Chyba się nigdy nie nauczę
czego ty tak naprawdę pragniesz.
(„Niby – miłość)
O, nocy!
O, moja mroczna przyjaciółko!
Wszystkie tajemnice świata wpływają w ciebie
jak rzeki do morza.
Jak one pluszczą gwiezdnymi falami!
Jak płoną oczami bestii
(„Nocna piosenka”)
Na osobną uwagę zasługuje praca tłumaczki, współredaktorki książki – Kaliny Izabeli Zioła. Czułość, śpiewność i romantyczne korzenie poetyki, zauważalne w twórczości oryginalnej tej pisarki, dobrze służą wierszom Igora Jelisiejewa.

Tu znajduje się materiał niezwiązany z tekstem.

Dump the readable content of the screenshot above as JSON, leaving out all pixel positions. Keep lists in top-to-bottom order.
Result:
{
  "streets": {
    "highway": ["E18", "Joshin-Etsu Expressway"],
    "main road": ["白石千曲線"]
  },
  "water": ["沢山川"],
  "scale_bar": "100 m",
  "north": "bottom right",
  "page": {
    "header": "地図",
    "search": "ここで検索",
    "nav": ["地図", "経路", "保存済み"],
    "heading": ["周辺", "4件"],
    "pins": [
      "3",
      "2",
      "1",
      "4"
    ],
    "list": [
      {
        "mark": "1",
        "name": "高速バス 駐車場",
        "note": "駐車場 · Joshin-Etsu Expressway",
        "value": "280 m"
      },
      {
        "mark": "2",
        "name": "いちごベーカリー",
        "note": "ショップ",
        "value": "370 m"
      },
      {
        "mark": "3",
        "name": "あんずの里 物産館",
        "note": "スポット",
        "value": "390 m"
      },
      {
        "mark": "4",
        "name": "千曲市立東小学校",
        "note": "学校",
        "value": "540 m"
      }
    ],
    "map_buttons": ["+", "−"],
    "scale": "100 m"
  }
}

Przekłady są wierne i piękne, mimo że kształt oryginału bywa różny: wiersz nieregularny, wolny, sylabotonik, z w miarę regularnymi rymami i rytmami. Od lat Kalina Izabela Zioła tłumaczy z języka rosyjskiego Ormian, Rosjan, Bułgarów, Macedończyków, Ukraińców.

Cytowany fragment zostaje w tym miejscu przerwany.